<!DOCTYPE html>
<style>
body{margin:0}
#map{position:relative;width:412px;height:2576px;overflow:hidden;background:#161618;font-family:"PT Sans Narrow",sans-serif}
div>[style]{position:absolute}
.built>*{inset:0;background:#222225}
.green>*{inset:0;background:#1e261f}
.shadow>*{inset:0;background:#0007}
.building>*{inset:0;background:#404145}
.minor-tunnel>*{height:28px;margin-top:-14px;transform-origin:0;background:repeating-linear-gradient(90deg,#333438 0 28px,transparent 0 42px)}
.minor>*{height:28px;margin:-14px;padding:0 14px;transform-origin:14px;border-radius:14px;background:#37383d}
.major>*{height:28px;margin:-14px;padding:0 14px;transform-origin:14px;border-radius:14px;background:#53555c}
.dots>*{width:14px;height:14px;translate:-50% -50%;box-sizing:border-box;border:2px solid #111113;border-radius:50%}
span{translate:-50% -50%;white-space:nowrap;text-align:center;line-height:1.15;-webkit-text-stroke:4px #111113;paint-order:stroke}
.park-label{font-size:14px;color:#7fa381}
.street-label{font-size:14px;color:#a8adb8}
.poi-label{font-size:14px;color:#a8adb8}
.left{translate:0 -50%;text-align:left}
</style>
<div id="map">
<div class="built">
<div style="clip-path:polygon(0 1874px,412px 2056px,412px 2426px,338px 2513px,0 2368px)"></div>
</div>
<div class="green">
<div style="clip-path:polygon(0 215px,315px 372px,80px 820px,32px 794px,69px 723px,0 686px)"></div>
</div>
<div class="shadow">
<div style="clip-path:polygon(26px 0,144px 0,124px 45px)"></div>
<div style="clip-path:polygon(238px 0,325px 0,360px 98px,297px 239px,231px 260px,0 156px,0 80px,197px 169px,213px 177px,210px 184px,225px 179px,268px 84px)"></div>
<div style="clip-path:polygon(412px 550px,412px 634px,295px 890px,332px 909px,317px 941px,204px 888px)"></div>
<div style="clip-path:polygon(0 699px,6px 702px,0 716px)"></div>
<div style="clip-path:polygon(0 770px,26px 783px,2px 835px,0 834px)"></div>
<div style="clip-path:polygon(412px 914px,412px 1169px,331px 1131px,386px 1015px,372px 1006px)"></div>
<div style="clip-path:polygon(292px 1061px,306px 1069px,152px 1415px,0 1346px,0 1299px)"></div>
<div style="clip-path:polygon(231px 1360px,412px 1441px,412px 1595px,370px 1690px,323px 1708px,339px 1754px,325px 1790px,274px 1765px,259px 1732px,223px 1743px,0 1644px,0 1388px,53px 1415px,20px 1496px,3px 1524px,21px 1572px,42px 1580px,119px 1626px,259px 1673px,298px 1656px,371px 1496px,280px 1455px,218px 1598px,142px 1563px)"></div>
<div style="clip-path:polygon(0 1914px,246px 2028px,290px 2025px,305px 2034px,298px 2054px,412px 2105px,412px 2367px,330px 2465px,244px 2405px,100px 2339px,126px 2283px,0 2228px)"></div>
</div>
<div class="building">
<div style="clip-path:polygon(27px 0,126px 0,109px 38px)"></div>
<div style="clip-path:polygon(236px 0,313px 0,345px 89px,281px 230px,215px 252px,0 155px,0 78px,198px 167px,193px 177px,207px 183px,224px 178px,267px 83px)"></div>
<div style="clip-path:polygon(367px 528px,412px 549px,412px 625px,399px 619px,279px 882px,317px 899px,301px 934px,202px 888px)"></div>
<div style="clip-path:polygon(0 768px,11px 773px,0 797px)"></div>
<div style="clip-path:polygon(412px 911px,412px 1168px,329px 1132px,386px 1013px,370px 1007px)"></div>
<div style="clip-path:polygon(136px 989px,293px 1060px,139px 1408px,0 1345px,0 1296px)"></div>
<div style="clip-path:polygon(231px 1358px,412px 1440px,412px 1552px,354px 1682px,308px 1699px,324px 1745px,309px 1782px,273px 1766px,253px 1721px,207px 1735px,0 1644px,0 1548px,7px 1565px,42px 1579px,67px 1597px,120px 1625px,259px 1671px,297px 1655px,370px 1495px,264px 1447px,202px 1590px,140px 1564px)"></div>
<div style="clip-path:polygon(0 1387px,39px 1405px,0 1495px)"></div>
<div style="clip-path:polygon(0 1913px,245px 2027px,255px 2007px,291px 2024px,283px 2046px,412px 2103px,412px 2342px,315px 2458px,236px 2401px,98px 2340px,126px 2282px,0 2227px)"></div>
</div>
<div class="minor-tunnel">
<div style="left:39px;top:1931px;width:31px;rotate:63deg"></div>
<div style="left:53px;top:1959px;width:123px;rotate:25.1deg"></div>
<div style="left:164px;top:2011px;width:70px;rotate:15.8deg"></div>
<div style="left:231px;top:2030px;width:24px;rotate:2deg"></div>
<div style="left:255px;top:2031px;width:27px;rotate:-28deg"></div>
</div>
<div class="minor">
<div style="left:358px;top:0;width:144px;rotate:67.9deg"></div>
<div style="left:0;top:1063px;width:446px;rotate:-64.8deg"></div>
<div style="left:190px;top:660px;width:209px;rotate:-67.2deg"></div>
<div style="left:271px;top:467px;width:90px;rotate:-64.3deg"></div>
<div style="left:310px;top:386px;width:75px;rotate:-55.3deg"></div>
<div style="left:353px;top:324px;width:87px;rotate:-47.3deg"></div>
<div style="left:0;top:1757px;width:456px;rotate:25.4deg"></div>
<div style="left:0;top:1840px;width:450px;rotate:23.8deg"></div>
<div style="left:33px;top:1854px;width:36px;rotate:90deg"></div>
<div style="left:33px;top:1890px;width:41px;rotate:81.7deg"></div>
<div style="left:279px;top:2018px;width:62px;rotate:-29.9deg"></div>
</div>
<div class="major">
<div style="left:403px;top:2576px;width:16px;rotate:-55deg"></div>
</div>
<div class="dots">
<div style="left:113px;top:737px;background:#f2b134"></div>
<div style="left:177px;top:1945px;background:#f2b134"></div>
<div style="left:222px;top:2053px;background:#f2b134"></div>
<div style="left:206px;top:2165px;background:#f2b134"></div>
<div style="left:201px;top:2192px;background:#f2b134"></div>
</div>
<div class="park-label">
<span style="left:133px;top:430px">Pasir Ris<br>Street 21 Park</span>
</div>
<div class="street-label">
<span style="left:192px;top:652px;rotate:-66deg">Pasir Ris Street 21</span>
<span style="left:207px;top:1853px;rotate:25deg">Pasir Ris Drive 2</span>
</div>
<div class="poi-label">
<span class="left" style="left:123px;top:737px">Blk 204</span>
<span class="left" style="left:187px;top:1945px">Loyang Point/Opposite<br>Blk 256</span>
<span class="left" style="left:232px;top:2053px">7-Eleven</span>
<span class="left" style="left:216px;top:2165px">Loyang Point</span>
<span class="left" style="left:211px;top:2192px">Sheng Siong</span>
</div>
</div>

» What the exercise asks
Word for word, restate only the lines from the one containing "Ris<br>Street 21 Park</span>" through the last line of the entries, with both ends kept.

» Solution for this exercise
<span style="left:133px;top:430px">Pasir Ris<br>Street 21 Park</span>
</div>
<div class="street-label">
<span style="left:192px;top:652px;rotate:-66deg">Pasir Ris Street 21</span>
<span style="left:207px;top:1853px;rotate:25deg">Pasir Ris Drive 2</span>
</div>
<div class="poi-label">
<span class="left" style="left:123px;top:737px">Blk 204</span>
<span class="left" style="left:187px;top:1945px">Loyang Point/Opposite<br>Blk 256</span>
<span class="left" style="left:232px;top:2053px">7-Eleven</span>
<span class="left" style="left:216px;top:2165px">Loyang Point</span>
<span class="left" style="left:211px;top:2192px">Sheng Siong</span>
</div>
</div>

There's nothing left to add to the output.